The problem is that they blithely assume its the same old, same old cyclical track diagramed in the Keynesian textbooks of yesteryear. Well, let’s see. Between 1985 and 2000, the adult civilian population (16 years +) grew by 34 million and the number of full time jobs increased by 26 million or by fully 76% of the population gain.

By contrast, during the fifteen years since the turn of the century, the adult population grew from 212 million to 250 million, but the number of full time jobs rose by only 6.2 million. In short, the nation gained 38 million more adult consumers, but only 15% of them have been employed as full-time producers. And that dismal trend is guaranteed to get worse because its baked into the demographic cake. That is, today’s 45 million retirees will become 75 million less than two decades down the road.

In welfare state America its virtually certain that through one artifice or another taxes will go up and the national debt burden will rise to crushing heights in order to keep the baby boomers’ entitlements funded. While Keynesians and Wall Street stock peddlers are clueless about the implications of this – it actually doesn’t take too much common sense to get the drift. Namely, under a long-term path of fewer producers, higher taxes and more public debt, the prospects for rejuvenating the previous historically average rates of real output growth are somewhere between slim and none – to say nothing of the super-normal rates implied by the markets’ current bullish enthusiasm.

As we explained a few days ago, the growth rate of the US economy is in a profound downward trajectory. Based on even the deficient national income and products accounts (NIPA), the growth of real final sales has dropped from 3.6% per annum during the golden era of 1953-1971 to only half that level or 1.8% since the year 2000, and to only 1.1% since the pre-crisis peak in late 2007.

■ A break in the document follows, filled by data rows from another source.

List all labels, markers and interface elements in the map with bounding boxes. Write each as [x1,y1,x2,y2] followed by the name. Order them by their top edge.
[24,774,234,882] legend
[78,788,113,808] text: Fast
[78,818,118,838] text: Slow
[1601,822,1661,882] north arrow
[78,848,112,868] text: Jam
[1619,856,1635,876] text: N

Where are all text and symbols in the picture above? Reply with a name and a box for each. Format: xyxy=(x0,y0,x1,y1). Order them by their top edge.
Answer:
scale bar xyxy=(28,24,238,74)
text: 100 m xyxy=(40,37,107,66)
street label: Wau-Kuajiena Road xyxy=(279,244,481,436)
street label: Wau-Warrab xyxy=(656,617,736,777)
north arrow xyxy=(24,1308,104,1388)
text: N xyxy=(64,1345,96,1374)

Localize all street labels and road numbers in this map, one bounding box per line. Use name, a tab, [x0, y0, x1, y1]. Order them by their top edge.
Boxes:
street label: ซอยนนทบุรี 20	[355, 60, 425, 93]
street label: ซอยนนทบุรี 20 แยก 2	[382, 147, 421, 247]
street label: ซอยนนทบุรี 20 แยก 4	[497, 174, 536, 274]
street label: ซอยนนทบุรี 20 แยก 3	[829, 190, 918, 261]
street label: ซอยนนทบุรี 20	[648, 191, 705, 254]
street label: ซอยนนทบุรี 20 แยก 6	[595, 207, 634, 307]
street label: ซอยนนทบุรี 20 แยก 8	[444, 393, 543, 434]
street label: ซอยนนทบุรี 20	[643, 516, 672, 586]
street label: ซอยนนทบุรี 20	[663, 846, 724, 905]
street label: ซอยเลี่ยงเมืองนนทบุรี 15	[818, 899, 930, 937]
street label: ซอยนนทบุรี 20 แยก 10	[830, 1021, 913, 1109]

So absent the Fed massive money printing campaigns since 2000 and the resulting drastic falsification of financial prices, cap rates or PE multiples would be going down, not stretching into the nosebleed section of recorded history. But in a central bank driven casino, there is no honest price discovery or discounting of the forward prospects for business growth and profits. The only thing that is actually “priced-in” is the expected short-term actions by the FOMC—–where today the consensus quickly concluded that the dreaded day in which carry trade gamblers would be required to pony-up the onerous sum of 25 bps for their chips would be deferred until September.

The level of simple-minded complacency that the Fed’s suffocating dominance of Wall Street has generated was well expressed by Diane Swonk, one of the CNBC economist cheerleaders:

“The porridge is still too cool from my perspective and certainly from the Fed’s perspective and that’s why you are not going to see a June rate hike,” she said on CNBC’s “Squawk on the Street.”

Call this the poison of Keynesian incrementalism. Monetary central planning channels the narrative emanating from Wall Street into a constrictive one headline/one month at a time framework that is utterly devoid of context and history. Accordingly, today’s “goldilocks” chatter is no different than that of 2007 or 1999. It implied that the business cycle would never end, and that none of the self-evident structural and short-term headwinds, as readily evident today as they were at the two previous cyclical inflection points, even exist.

Stated differently, the Cool Aid drinkers who rationalize the markets liquidity-driven bubbles, are about the closest thing we have in this day and age to children dressed in adult garments. They appear to naively believe that the party will never end and that the Fed somehow has finally gotten it right and has extinguished the business cycle once and for all.

In fact, the current business cycle is getting long in the tooth and the Fed has crab-walked itself onto the far end of a limb. At 70 months of age, the current recovery is already well beyond the 60-month average of the nine previous business cycles since 1950.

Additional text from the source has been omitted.